The Red Bullet Tour, also known as 2014 BTS Live Trilogy Episode II: The Red Bullet and 2015 BTS Live Trilogy Episode II: The Red Bullet, was the first concert tour headlined by South Korean boy band BTS to promote their 2 Cool 4 Skool (2013) debut single album, O!RUL8,2? (2013) EP, Skool Luv Affair (2014) EP, and Dark & Wild (2014) studio album. The tour began on October 17, 2014 in South Korea and initially visited six cities in Asia. Its world tour extension began on June 6, 2015 in Malaysia and toured Australia, North America and Latin America before ending in Hong Kong that August. In all, the entire tour attracted 80,000 spectators at 18 cities in 13 countries.

Background 
Following the release of their first studio album Dark & Wild August 2014, BTS released a video teaser on YouTube and a poster on September 4, 2014 announcing their first concert tour, titled 2014 BTS Live Trilogy Episode II: The Red Bullet, with October dates for two shows at AX-Korea in South Korea. The two shows sold out within 2 minutes, prompting the addition of a third show in South Korea followed by dates in Japan, the Philippines, Singapore and Thailand.

Set list
The following set list is obtained from the show on December 7, 2014 in Manila, Philippines. It is not intended to represent all dates throughout the tour.

 N.O
 We Are Bulletproof Pt 2.
 We On
 Hiphop Lover
 Let Me Know
 Rain
 Embarrassed
 Just One Day
 Look Here
 Outro: Propose (Jin, Jimin, V, Jungkook)
 No More Dream
 Tomorrow
 Miss Right
 I Like It
 If I Ruled the World
 Cypher Pt.3 Killer (Rap Monster, SUGA, J-Hope)
 Cypher Pt.2 Triptych (encore) 
 War of Hormone
 Danger
 Boy In Luv
Encore
  Road/Path
 Jump
 Attack On Bangtan
 Paldogangsan

Tour dates

World tour extension

Background 
On May 7, 2015, BTS announced a full-scale world tour extension, titled 2015 BTS Live Trilogy Episode II: The Red Bullet, starting June 6 at the Mega Star Arena in Malaysia followed by July dates in Australia and the United States.

Reception 
Shows in Dallas, Chicago, Los Angeles, and New York City were all sold out in the matter of minutes. BTS performed for over 12,500 fans for the US leg alone.

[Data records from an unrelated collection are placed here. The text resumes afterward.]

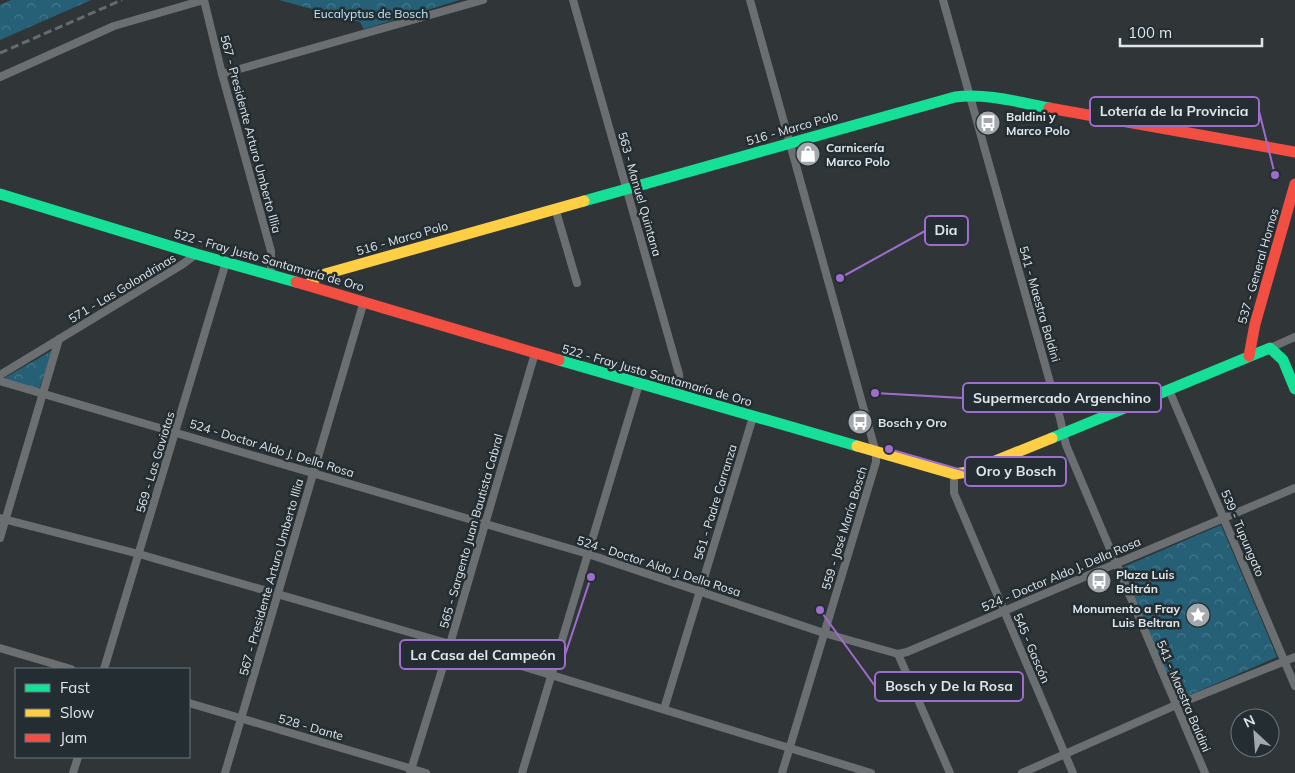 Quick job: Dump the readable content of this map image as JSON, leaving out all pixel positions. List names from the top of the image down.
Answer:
{
  "streets": {
    "street": [
      "516 - Marco Polo",
      "567 - Presidente Arturo Umberto Illia",
      "563 - Manuel Quintana",
      "522 - Fray Justo Santamaría de Oro",
      "537 - General Hornos",
      "571 - Las Golondrinas",
      "541 - Maestra Baldini",
      "524 - Doctor Aldo J. Della Rosa",
      "569 - Las Gaviotas",
      "561 - Padre Carranza",
      "559 - José María Bosch",
      "565 - Sargento Juan Bautista Cabral",
      "539 - Tupungato",
      "545 - Gascón",
      "528 - Dante"
    ]
  },
  "crossings": [
    ["516 - Marco Polo", "563 - Manuel Quintana"],
    ["516 - Marco Polo", "522 - Fray Justo Santamaría de Oro"],
    ["516 - Marco Polo", "541 - Maestra Baldini"],
    ["516 - Marco Polo", "559 - José María Bosch"],
    ["567 - Presidente Arturo Umberto Illia", "522 - Fray Justo Santamaría de Oro"],
    ["567 - Presidente Arturo Umberto Illia", "524 - Doctor Aldo J. Della Rosa"],
    ["567 - Presidente Arturo Umberto Illia", "528 - Dante"],
    ["563 - Manuel Quintana", "522 - Fray Justo Santamaría de Oro"],
    ["522 - Fray Justo Santamaría de Oro", "537 - General Hornos"],
    ["522 - Fray Justo Santamaría de Oro", "571 - Las Golondrinas"],
    ["522 - Fray Justo Santamaría de Oro", "541 - Maestra Baldini"],
    ["522 - Fray Justo Santamaría de Oro", "569 - Las Gaviotas"],
    ["522 - Fray Justo Santamaría de Oro", "561 - Padre Carranza"],
    ["522 - Fray Justo Santamaría de Oro", "559 - José María Bosch"],
    ["522 - Fray Justo Santamaría de Oro", "565 - Sargento Juan Bautista Cabral"],
    ["522 - Fray Justo Santamaría de Oro", "539 - Tupungato"],
    ["522 - Fray Justo Santamaría de Oro", "545 - Gascón"],
    ["541 - Maestra Baldini", "524 - Doctor Aldo J. Della Rosa"],
    ["524 - Doctor Aldo J. Della Rosa", "569 - Las Gaviotas"],
    ["524 - Doctor Aldo J. Della Rosa", "561 - Padre Carranza"],
    ["524 - Doctor Aldo J. Della Rosa", "559 - José María Bosch"],
    ["524 - Doctor Aldo J. Della Rosa", "565 - Sargento Juan Bautista Cabral"],
    ["524 - Doctor Aldo J. Della Rosa", "539 - Tupungato"],
    ["524 - Doctor Aldo J. Della Rosa", "545 - Gascón"],
    ["565 - Sargento Juan Bautista Cabral", "528 - Dante"]
  ],
  "parks": ["Eucalyptus de Bosch"],
  "places": {
    "bus stop": ["Baldini y Marco Polo", "Bosch y Oro", "Plaza Luis Beltrán"],
    "shop": ["Carnicería Marco Polo"],
    "other": [
      "Lotería de la Provincia",
      "Dia",
      "Supermercado Argenchino",
      "Oro y Bosch",
      "La Casa del Campeón",
      "Bosch y De la Rosa"
    ],
    "place": ["Monumento a Fray Luis Beltran"]
  },
  "legend": ["Fast", "Slow", "Jam"],
  "scale_bar": "100 m",
  "north": "top left"
}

The two concerts in Melbourne and Sydney were also sold out, despite the fact that the cities were located in a place that traditionally did not experience that level of success when it comes to selling out venues for K-pop acts. In Brazil, similar success happened. The original venue would have a maximum capacity of 2,000 people, however due to high demand the promoters transferred the concert to a venue with more than twice the capacity.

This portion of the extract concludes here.